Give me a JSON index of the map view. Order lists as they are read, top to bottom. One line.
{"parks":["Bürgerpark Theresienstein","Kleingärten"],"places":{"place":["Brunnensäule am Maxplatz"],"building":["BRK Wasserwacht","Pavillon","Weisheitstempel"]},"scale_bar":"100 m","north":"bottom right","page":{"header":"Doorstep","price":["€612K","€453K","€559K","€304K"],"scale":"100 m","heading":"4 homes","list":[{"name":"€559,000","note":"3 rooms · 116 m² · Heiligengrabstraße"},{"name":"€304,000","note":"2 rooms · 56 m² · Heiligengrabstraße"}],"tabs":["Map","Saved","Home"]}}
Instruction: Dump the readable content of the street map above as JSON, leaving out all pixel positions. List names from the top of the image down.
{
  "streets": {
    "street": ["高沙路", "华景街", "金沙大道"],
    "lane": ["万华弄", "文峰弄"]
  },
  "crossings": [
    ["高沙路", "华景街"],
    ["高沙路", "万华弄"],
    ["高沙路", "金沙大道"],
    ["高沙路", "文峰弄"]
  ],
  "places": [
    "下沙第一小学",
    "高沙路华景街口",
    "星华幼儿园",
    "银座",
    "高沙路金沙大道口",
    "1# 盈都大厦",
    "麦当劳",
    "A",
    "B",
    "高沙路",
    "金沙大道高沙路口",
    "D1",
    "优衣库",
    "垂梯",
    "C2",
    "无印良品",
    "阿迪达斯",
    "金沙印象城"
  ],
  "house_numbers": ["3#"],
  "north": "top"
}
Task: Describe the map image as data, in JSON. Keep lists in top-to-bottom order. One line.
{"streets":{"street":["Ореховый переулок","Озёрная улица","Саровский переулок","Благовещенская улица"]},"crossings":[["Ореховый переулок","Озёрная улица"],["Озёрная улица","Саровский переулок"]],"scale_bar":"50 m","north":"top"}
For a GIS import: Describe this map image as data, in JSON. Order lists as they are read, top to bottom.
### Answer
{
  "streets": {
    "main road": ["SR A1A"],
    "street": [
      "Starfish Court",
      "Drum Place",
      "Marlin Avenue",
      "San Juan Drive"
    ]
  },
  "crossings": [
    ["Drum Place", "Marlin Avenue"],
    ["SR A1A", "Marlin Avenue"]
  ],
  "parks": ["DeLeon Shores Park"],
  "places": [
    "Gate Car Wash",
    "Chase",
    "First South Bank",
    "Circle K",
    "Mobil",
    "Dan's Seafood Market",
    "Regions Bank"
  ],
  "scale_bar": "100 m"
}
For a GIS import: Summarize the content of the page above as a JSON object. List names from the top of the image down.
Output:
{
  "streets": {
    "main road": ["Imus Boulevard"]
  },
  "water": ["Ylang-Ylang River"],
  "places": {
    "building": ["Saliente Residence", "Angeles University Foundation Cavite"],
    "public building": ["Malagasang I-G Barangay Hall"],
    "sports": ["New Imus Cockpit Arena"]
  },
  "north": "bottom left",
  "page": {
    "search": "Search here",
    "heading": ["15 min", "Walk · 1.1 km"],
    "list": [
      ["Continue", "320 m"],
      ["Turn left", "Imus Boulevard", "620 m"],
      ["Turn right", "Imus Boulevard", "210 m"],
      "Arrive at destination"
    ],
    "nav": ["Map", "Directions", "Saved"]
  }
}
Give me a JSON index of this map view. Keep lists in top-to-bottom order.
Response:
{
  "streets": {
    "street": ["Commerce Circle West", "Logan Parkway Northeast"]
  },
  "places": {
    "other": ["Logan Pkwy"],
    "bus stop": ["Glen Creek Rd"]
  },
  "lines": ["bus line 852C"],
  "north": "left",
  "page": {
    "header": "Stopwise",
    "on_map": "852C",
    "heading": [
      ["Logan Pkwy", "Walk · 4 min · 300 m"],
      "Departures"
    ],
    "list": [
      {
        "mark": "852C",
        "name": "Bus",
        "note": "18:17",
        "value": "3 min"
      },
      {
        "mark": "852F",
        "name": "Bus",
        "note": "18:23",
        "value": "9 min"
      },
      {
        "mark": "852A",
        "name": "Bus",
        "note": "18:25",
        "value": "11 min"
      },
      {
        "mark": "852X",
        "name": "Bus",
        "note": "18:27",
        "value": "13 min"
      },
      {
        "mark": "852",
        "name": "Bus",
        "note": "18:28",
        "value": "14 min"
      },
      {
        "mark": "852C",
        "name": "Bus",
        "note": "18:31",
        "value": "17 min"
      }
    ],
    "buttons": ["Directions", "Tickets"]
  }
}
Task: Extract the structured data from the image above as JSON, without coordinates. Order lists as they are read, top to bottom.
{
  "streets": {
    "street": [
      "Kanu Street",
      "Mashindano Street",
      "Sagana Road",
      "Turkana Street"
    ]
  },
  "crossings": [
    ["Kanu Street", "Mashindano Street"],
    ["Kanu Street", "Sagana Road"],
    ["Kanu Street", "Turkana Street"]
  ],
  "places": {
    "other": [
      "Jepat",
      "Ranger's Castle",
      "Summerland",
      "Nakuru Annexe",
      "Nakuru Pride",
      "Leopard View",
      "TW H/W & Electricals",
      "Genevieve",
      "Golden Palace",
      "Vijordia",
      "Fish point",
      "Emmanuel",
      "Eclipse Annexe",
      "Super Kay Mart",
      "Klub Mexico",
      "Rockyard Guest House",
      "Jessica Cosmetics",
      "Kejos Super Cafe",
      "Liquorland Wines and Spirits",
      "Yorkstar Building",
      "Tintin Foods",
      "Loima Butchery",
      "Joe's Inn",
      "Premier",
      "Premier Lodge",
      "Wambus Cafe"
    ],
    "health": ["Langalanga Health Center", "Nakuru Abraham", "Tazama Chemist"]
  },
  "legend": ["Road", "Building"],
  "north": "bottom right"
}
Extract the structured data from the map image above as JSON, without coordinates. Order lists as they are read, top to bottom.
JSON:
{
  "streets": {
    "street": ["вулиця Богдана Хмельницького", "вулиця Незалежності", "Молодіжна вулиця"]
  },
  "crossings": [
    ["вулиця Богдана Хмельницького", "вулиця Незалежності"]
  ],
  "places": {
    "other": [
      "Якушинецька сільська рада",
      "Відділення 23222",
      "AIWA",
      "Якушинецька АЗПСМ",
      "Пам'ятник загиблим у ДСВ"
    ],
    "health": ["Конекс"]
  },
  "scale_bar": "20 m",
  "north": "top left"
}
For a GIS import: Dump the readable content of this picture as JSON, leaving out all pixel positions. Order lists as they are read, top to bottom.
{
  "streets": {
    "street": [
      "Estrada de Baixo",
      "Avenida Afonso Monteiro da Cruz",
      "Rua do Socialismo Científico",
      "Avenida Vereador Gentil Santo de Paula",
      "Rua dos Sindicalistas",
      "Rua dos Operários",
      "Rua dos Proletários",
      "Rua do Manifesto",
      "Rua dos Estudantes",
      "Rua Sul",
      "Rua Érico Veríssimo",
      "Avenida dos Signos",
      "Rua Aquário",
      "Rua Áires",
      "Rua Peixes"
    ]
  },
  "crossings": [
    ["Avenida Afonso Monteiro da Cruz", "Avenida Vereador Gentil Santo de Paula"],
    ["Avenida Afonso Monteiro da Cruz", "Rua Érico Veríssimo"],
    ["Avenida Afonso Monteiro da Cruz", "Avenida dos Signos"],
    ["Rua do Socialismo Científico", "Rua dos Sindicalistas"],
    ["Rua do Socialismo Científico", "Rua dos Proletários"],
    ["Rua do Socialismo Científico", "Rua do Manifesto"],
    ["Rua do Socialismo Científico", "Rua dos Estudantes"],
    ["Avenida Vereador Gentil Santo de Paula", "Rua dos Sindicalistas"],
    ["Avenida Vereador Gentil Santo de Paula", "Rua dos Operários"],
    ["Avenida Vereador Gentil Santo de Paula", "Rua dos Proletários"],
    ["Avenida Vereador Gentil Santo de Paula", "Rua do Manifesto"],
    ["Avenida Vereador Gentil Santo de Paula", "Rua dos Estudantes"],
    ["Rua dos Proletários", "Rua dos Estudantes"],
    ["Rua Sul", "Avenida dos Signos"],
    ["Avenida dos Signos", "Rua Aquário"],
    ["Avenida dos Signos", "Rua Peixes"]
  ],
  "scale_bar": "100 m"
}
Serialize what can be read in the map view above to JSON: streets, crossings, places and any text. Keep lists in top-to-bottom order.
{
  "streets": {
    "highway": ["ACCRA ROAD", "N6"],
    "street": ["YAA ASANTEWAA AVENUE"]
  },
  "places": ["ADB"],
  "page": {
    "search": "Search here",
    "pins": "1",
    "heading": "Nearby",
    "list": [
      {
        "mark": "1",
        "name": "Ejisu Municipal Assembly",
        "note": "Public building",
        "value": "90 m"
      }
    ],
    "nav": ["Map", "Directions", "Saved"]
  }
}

- Your instructions -
Within the material above, output exactly the lines from the one with "Instruction: Dump the" through the one with "For a GIS import: Summarize", end lines included, and nothing besides.

- Finished exercise -
Instruction: Dump the readable content of the street map above as JSON, leaving out all pixel positions. List names from the top of the image down.
{
  "streets": {
    "street": ["高沙路", "华景街", "金沙大道"],
    "lane": ["万华弄", "文峰弄"]
  },
  "crossings": [
    ["高沙路", "华景街"],
    ["高沙路", "万华弄"],
    ["高沙路", "金沙大道"],
    ["高沙路", "文峰弄"]
  ],
  "places": [
    "下沙第一小学",
    "高沙路华景街口",
    "星华幼儿园",
    "银座",
    "高沙路金沙大道口",
    "1# 盈都大厦",
    "麦当劳",
    "A",
    "B",
    "高沙路",
    "金沙大道高沙路口",
    "D1",
    "优衣库",
    "垂梯",
    "C2",
    "无印良品",
    "阿迪达斯",
    "金沙印象城"
  ],
  "house_numbers": ["3#"],
  "north": "top"
}
Task: Describe the map image as data, in JSON. Keep lists in top-to-bottom order. One line.
{"streets":{"street":["Ореховый переулок","Озёрная улица","Саровский переулок","Благовещенская улица"]},"crossings":[["Ореховый переулок","Озёрная улица"],["Озёрная улица","Саровский переулок"]],"scale_bar":"50 m","north":"top"}
For a GIS import: Describe this map image as data, in JSON. Order lists as they are read, top to bottom.
### Answer
{
  "streets": {
    "main road": ["SR A1A"],
    "street": [
      "Starfish Court",
      "Drum Place",
      "Marlin Avenue",
      "San Juan Drive"
    ]
  },
  "crossings": [
    ["Drum Place", "Marlin Avenue"],
    ["SR A1A", "Marlin Avenue"]
  ],
  "parks": ["DeLeon Shores Park"],
  "places": [
    "Gate Car Wash",
    "Chase",
    "First South Bank",
    "Circle K",
    "Mobil",
    "Dan's Seafood Market",
    "Regions Bank"
  ],
  "scale_bar": "100 m"
}
For a GIS import: Summarize the content of the page above as a JSON object. List names from the top of the image down.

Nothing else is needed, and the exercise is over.